Full-field dual-color 100-nm super-resolution imaging reveals organization and dynamics of mitochondrial and ER networks
in: Optics Express (2013)
Most structured illumination microscopes use a physical or synthetic grating that is projected into the sample plane to generate a periodic illumination pattern. Albeit simple and cost-effective, this arrangement hampers fast or multi-color acquisition, which is a critical requirement for time-lapse imaging of cellular and sub-cellular dynamics.
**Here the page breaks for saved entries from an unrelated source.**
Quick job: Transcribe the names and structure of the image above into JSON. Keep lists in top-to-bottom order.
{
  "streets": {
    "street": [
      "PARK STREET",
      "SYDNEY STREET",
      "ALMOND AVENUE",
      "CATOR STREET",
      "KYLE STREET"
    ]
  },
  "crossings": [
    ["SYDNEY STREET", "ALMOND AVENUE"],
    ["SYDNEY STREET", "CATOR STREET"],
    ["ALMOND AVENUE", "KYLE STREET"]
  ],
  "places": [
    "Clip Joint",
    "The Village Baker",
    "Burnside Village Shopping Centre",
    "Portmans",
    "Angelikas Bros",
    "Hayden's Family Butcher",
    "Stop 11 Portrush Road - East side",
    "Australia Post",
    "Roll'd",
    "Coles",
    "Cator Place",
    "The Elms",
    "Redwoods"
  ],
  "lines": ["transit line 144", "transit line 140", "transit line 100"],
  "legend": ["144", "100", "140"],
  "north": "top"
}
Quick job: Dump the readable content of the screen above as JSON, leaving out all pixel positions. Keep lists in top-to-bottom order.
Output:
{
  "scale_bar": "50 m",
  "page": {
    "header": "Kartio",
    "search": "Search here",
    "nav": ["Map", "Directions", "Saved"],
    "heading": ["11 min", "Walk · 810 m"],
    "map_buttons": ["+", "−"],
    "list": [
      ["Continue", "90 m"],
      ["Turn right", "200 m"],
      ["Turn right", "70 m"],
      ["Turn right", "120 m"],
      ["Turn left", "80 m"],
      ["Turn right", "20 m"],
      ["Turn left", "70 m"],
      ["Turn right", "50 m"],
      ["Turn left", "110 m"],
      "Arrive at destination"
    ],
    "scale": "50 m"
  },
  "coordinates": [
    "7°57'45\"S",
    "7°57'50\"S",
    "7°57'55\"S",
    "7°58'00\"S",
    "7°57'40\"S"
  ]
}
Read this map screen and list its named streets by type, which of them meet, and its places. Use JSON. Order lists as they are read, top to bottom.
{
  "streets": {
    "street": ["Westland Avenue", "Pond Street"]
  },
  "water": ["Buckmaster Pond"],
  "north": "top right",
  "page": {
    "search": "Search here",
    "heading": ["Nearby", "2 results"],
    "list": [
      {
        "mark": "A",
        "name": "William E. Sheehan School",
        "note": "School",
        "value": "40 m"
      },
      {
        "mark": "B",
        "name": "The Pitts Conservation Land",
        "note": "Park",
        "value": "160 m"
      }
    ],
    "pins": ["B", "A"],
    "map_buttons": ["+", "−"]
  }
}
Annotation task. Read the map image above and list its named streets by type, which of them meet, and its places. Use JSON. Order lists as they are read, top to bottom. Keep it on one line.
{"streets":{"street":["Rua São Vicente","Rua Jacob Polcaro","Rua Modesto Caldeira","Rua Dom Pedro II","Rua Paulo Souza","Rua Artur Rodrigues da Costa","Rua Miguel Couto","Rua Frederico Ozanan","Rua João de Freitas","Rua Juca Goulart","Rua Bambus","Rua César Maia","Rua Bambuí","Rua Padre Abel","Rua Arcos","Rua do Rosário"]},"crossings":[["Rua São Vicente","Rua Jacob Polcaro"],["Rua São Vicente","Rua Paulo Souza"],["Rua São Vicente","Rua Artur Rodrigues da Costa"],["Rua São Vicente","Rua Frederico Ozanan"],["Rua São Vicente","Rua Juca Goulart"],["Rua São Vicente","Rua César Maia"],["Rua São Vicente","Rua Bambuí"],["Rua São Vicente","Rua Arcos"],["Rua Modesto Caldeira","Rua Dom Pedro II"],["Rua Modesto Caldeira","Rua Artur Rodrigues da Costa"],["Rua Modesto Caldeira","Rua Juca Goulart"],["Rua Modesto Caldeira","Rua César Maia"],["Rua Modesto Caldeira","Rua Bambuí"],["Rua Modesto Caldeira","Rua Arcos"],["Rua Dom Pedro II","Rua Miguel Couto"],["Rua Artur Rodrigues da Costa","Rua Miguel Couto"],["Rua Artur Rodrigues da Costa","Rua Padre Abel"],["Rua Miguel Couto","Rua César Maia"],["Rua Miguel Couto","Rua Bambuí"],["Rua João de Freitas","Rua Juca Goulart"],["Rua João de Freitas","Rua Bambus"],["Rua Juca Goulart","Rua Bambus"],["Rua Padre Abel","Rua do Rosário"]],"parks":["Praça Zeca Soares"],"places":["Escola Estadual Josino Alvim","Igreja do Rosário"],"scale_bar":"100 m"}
In this study, we designed and implemented an interferometric approach allowing large-field, fast, dual-color imaging at an isotropic 100-nm resolution based on a subdiffraction fringe pattern generated by the interference of two colliding evanescent waves. Our all-mirror-based system generates illumination patterns of arbitrary orientation and period, limited only by the illumination aperture (NA = 1.45), the response time of a fast, piezo-driven tip-tilt mirror (10 ms) and the available fluorescence signal. At low μW laser powers
suitable for long-period observation of life cells and with a camera exposure time of 20 ms, our system permits the acquisition of super-resolved 50 μm by 50 μm images at 3.3 Hz. The possibility it offers for rapidly adjusting the pattern between images is particularly advantageous for experiments that require multi-scale and multi-color information. We demonstrate the performance of our instrument by imaging mitochondrial dynamics in
cultured cortical astrocytes. As an illustration of dual-color excitation dualcolor detection, we also resolve interaction sites between near-membrane mitochondria and the endoplasmic reticulum. Our TIRF-SIM microscope provides a versatile, compact and cost-effective arrangement for superresolution imaging, allowing the investigation of co-localization and dynamic interactions between organelles – important questions in both cell biology and neurophysiology.